# Mod/Build Center



## yourgrandma (Oct 29, 2007)

I have bee trying to figure out what to do with my screen and center for quite some time now, but with little luck. First, I figured I'd leave it the way it was and stick an AT screen in front of it, then I put the center out in front of the screen and liked it, but the front stage has a convex shape to it and I still have a horizontal center. I have contmplated finding a better center (ie clr 2300), but it's still horizontal. After trying my current center in a vertical position, I think I want to build a mini version of my mains for the center using parts from DefTech.

So, I wonder what your thoughts are. my current line up is in my sig for referance. I was thinking of getting two 6 1/2" mid bass drivers and building a short, wide cabinet for them and a DefTech tweeter I have, along with either a custom crossover or a production model from DefTech. 

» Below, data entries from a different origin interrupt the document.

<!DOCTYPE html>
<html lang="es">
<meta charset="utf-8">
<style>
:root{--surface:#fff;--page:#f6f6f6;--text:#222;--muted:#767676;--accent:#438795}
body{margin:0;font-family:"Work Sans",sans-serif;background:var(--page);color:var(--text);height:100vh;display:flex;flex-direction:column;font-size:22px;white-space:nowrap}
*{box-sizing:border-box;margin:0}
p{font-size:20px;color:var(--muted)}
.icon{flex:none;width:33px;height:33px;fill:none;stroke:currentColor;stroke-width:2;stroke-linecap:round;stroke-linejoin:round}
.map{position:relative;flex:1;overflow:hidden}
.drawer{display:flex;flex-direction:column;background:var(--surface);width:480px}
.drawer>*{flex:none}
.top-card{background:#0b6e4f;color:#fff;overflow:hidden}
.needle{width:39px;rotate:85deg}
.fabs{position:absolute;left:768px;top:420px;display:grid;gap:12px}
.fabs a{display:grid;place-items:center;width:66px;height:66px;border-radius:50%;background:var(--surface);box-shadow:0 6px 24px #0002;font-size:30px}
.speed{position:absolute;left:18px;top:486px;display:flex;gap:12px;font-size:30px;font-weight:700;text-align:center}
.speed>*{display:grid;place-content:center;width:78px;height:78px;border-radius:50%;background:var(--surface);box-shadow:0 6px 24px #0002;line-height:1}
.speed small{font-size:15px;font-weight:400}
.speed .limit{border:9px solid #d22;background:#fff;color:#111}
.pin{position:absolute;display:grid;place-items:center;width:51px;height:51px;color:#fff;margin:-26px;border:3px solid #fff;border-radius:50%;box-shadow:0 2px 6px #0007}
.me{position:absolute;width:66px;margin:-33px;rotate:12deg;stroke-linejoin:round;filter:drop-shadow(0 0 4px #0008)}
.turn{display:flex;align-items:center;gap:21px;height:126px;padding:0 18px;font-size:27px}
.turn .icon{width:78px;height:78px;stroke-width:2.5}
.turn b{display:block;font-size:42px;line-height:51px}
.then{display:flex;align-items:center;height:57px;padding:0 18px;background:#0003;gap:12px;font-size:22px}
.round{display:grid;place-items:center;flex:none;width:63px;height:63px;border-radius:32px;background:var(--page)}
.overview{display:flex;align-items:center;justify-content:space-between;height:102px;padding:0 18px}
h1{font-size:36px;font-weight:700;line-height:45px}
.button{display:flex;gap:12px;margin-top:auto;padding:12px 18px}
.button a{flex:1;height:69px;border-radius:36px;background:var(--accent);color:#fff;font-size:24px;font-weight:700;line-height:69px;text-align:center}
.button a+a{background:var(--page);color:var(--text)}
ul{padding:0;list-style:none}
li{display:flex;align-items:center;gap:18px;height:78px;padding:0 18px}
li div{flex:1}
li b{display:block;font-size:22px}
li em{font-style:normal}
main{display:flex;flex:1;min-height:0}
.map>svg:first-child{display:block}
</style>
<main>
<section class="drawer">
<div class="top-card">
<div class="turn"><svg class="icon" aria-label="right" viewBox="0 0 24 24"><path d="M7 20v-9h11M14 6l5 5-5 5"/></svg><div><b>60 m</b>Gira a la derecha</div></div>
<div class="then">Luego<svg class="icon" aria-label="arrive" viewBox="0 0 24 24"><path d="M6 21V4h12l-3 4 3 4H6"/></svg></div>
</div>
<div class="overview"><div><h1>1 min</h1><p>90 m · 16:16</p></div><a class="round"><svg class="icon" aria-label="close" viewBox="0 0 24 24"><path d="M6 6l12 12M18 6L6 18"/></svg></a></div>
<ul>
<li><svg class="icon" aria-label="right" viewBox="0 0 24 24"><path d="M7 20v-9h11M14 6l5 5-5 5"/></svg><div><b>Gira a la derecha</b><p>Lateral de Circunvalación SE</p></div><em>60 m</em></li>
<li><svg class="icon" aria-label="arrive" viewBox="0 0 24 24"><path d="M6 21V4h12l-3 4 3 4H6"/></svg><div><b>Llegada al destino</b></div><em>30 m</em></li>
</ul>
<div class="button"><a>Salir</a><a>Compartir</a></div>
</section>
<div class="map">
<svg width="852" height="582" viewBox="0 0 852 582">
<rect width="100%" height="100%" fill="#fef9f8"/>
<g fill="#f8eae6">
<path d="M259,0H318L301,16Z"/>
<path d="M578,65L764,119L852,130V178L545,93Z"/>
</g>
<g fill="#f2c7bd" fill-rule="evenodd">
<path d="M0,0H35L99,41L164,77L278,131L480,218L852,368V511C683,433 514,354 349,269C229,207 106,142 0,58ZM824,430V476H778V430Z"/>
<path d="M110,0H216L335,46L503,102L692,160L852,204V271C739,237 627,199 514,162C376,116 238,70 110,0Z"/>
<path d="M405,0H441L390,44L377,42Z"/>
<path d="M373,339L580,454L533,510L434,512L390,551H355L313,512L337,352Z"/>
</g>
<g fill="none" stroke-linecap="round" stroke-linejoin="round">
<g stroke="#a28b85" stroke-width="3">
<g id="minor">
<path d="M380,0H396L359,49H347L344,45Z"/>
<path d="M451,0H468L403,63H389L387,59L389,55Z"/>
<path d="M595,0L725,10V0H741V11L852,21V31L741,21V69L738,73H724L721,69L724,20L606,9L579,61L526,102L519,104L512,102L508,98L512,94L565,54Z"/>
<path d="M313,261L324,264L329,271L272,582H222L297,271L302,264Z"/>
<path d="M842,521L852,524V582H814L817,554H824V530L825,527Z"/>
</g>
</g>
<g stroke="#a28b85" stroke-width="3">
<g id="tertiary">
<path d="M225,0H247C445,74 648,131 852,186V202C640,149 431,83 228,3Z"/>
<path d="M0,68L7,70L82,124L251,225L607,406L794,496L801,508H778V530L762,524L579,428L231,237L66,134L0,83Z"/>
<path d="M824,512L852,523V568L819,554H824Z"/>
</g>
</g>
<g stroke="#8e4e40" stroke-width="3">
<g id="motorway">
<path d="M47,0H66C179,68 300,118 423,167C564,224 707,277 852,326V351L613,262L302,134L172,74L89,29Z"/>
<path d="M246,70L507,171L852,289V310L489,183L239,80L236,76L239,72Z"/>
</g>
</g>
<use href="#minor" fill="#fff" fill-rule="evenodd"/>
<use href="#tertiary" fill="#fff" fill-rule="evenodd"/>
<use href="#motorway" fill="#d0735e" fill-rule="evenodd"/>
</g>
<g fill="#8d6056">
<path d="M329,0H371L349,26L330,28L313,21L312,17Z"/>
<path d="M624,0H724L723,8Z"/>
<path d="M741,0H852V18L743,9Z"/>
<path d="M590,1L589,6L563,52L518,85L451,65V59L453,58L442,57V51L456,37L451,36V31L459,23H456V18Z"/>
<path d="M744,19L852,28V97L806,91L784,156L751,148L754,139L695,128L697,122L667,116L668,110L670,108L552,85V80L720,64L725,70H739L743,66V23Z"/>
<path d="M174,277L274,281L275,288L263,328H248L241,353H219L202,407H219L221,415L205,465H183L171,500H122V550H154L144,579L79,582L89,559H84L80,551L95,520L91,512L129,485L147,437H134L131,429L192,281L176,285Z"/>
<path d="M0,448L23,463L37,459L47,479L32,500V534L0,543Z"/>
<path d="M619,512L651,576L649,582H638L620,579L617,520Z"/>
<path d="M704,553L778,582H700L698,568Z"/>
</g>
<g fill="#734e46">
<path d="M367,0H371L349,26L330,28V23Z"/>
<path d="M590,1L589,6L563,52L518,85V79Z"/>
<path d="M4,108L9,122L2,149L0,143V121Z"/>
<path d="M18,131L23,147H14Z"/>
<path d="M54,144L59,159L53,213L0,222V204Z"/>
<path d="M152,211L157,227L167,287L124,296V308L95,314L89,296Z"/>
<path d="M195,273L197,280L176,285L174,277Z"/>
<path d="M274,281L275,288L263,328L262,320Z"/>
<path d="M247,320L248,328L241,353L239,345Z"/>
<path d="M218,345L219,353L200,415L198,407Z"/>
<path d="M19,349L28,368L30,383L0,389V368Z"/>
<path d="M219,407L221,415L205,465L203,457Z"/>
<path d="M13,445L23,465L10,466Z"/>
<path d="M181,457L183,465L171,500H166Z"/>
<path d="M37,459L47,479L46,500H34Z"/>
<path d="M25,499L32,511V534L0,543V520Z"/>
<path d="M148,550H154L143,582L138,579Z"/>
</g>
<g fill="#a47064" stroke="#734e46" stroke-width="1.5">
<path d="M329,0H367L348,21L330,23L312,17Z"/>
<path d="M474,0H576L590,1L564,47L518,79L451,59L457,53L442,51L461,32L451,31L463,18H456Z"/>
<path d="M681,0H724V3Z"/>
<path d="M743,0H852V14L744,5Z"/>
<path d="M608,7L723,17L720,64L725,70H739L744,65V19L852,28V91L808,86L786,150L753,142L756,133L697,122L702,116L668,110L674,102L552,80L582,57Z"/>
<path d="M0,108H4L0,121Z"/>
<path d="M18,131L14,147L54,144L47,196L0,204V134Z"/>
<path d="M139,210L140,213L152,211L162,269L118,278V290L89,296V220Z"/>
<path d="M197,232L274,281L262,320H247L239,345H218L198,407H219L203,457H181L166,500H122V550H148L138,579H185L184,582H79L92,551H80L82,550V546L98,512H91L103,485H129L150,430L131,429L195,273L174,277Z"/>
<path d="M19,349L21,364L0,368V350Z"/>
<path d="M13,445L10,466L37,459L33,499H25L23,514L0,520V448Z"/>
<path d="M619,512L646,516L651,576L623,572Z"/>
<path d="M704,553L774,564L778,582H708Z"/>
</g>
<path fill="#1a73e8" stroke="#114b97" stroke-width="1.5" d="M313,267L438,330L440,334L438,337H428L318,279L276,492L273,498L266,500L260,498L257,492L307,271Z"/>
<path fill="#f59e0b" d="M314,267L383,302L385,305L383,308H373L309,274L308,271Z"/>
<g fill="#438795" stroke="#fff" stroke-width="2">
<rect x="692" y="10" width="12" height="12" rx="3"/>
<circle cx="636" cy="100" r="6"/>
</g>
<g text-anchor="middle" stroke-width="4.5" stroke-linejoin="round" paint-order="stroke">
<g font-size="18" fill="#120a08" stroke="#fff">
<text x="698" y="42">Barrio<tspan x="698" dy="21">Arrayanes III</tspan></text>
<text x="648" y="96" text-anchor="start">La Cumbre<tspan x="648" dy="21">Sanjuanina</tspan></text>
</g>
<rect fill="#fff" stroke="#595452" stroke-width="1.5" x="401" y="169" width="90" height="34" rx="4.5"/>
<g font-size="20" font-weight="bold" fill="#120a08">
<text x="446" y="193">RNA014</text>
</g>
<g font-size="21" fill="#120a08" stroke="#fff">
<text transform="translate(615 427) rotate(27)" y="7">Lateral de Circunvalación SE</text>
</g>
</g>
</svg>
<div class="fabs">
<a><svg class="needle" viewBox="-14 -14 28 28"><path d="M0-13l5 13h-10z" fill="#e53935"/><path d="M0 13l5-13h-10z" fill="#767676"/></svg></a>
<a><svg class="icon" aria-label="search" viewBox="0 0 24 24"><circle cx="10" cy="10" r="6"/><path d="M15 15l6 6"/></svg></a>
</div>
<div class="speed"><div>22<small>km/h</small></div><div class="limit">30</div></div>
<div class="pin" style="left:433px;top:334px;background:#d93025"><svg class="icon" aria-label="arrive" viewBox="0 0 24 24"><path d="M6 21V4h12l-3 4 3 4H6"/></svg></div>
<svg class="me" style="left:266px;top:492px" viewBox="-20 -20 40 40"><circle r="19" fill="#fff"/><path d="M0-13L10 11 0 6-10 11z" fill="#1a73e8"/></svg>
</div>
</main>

Just help me brainstorm, what are your ideas on the subject? Obviously the info is a bit sparse, but I'd be hard pressed to give all the info in one post, feel free to ask anything.

Thanks!:gah:


----------



## BoomieMCT (Dec 11, 2006)

I had a similar problem. My solution (in progress) is to build a mini-tower version of the mains. I felt this was the only way to get the dispersion I wanted without having the mains overpower the center (don't have the cash or space for an AT screen). I actually should be done with my rough final enclosure Sunday or Monday, then it's time for testing testing testing.


----------



## yourgrandma (Oct 29, 2007)

Thanks Boom, that looks like a swell center you've got there. 

I usually can't, but last night I watched a couple movies at reference level (as calibrated by Audyssey on my Onkyo 805, 0.00dB), and noticed that my center is both honky and shrill, but vertical placement helped, but the tweeter was then about a foot from the screen and way out of line with the mains'. It looks like I'm back to looking at AT screens.

My screen is not a constant part of the room, so I was thinking of building a cabinet that would hold the screen and serve as a speaker. The problem is the I sit so close to the front stage that the center being out of alignment is really noticeable.

Like I said, I'm just brainstorming, feel free to think outloud with me. 

Thanks guys.


----------